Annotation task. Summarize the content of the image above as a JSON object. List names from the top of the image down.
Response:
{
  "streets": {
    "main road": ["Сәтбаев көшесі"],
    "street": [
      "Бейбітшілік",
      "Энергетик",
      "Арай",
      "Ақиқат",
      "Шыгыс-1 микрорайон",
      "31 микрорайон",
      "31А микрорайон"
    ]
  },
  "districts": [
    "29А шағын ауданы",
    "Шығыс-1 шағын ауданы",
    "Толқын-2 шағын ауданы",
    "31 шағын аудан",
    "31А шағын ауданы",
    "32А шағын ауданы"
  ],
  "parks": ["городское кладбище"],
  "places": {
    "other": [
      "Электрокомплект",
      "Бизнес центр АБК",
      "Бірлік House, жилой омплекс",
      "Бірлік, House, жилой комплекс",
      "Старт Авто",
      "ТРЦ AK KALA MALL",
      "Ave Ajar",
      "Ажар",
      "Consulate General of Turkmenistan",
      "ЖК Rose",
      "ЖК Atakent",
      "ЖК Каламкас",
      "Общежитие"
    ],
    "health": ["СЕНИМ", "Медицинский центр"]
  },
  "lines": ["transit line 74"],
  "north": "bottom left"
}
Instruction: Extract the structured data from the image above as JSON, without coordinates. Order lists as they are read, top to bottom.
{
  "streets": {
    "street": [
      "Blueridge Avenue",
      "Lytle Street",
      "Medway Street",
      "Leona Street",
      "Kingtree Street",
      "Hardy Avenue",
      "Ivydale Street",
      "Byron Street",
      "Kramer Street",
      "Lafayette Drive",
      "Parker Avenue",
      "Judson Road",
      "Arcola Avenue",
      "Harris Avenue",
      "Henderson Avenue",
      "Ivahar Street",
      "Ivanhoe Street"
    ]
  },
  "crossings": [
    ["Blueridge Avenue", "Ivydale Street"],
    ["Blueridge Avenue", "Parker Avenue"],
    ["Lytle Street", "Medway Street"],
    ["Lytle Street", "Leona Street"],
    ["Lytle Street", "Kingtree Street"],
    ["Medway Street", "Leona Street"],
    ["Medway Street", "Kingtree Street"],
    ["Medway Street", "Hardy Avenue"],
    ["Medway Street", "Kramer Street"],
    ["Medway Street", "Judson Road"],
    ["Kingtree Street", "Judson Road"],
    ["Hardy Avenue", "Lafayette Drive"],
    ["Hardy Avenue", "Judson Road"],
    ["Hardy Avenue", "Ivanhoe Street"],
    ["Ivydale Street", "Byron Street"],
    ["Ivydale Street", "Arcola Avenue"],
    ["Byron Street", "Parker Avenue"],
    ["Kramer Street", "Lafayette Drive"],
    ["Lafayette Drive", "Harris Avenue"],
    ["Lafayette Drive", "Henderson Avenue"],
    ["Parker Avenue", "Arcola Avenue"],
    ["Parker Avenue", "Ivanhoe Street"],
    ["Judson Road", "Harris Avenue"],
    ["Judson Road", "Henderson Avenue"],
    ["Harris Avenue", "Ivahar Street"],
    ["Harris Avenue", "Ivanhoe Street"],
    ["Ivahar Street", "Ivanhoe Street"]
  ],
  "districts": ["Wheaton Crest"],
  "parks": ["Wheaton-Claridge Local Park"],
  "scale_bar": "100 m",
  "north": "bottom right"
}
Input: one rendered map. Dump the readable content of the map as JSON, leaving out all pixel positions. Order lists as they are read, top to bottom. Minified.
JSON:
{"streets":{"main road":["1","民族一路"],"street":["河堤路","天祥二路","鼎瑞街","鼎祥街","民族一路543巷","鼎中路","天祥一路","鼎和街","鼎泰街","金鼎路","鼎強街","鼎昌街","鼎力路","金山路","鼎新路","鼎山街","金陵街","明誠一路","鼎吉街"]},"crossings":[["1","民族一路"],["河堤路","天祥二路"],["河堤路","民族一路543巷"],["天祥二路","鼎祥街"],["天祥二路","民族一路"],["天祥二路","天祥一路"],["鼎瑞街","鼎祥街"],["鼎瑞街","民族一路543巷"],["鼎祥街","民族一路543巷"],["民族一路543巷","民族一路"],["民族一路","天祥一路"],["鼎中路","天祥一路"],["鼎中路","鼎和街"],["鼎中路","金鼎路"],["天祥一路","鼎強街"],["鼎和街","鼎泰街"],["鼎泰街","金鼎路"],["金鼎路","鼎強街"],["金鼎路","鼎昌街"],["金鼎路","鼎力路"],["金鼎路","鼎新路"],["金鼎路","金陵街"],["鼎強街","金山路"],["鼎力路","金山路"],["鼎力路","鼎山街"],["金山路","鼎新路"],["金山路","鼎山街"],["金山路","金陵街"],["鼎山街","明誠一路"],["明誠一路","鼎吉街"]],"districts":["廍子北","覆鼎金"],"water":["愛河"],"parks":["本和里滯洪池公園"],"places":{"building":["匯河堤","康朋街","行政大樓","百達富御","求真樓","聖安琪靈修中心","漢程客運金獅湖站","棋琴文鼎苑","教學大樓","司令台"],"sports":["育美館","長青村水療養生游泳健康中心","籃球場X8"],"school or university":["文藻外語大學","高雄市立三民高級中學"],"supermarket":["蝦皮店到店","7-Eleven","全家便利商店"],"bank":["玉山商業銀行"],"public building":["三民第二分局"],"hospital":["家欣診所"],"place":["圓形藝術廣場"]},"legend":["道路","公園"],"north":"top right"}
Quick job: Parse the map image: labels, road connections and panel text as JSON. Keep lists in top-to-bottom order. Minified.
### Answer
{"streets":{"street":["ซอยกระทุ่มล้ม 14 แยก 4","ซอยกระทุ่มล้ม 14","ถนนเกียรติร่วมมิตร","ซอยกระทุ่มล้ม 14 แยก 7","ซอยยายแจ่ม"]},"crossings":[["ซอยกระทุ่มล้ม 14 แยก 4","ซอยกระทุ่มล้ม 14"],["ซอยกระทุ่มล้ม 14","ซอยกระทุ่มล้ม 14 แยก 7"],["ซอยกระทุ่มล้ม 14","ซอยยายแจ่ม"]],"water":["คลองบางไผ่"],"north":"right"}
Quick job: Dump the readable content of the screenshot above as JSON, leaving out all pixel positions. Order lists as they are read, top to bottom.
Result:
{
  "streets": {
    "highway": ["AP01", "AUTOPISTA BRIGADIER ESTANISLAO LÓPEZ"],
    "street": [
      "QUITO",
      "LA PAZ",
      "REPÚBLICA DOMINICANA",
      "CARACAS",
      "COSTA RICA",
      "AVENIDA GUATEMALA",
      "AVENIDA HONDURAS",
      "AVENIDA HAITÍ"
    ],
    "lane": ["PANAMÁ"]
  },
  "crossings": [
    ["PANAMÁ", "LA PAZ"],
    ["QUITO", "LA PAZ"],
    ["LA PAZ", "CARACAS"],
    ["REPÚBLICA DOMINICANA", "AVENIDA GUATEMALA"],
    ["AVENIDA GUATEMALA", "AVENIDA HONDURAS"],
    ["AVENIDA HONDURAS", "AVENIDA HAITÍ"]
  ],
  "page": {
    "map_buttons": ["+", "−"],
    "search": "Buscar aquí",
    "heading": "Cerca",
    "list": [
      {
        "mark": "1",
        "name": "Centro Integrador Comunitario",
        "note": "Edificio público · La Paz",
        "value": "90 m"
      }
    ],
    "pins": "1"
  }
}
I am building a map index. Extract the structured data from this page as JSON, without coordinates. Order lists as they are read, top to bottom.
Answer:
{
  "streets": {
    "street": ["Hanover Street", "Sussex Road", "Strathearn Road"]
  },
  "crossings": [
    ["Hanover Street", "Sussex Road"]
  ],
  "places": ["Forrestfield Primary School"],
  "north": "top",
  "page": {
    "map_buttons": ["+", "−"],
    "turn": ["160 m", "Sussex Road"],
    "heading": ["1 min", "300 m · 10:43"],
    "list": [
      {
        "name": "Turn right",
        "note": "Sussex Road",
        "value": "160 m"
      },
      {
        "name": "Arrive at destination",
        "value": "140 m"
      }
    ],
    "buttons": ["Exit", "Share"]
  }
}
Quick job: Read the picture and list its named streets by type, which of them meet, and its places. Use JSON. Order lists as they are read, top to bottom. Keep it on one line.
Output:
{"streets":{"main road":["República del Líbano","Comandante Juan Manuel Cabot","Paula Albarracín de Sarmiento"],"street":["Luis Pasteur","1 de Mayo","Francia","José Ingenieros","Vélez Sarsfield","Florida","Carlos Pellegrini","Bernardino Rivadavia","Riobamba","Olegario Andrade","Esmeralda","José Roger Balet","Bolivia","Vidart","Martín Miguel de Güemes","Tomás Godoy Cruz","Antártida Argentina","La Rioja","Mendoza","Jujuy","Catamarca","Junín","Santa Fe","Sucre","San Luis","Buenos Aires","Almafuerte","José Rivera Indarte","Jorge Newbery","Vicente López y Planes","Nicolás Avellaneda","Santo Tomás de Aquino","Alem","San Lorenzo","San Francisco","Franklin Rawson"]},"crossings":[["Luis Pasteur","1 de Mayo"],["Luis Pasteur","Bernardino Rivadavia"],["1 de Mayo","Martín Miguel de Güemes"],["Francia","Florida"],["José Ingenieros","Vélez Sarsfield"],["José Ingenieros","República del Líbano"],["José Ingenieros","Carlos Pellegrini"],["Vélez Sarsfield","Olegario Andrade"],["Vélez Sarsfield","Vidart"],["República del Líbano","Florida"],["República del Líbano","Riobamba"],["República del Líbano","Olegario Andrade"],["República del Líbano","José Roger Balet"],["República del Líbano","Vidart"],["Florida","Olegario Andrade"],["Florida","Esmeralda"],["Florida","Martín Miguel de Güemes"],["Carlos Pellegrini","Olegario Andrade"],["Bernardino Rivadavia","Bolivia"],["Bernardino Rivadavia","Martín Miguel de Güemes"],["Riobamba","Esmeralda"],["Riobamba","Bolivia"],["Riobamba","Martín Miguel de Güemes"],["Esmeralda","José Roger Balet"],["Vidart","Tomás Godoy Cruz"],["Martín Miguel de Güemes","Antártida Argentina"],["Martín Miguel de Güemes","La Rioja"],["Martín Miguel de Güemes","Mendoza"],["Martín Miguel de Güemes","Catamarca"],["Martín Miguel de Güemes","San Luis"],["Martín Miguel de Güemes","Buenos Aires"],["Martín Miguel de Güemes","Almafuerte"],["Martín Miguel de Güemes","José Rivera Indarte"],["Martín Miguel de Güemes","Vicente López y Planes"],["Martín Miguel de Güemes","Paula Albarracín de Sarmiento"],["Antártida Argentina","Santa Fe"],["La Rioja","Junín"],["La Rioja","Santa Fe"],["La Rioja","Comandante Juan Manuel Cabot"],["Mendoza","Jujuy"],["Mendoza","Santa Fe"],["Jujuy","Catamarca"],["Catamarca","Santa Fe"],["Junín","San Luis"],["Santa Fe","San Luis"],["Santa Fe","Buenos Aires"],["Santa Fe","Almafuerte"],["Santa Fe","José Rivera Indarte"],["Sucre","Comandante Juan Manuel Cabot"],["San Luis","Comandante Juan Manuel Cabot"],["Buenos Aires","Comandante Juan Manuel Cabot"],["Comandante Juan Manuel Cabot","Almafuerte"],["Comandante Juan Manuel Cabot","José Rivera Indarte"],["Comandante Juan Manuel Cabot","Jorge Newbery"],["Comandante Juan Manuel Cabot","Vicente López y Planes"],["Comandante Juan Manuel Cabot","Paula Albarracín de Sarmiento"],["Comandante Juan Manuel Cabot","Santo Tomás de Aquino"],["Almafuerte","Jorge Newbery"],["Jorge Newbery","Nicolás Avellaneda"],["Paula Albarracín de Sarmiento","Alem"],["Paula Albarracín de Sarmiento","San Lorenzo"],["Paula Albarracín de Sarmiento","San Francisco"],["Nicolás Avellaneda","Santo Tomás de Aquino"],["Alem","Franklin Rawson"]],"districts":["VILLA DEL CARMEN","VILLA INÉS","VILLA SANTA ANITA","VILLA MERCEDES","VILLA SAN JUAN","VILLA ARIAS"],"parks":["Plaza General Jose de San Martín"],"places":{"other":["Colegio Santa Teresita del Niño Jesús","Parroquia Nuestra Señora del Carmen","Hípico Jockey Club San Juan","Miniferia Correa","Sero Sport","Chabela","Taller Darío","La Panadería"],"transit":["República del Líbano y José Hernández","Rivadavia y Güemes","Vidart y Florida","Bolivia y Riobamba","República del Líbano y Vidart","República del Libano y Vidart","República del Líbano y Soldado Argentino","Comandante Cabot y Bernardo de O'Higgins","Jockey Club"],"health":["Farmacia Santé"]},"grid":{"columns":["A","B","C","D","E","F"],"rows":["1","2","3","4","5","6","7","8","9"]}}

##############################

• Problem
Every line in the records above that has "data" counts once. Give the total and nothing else.

• Written reply
2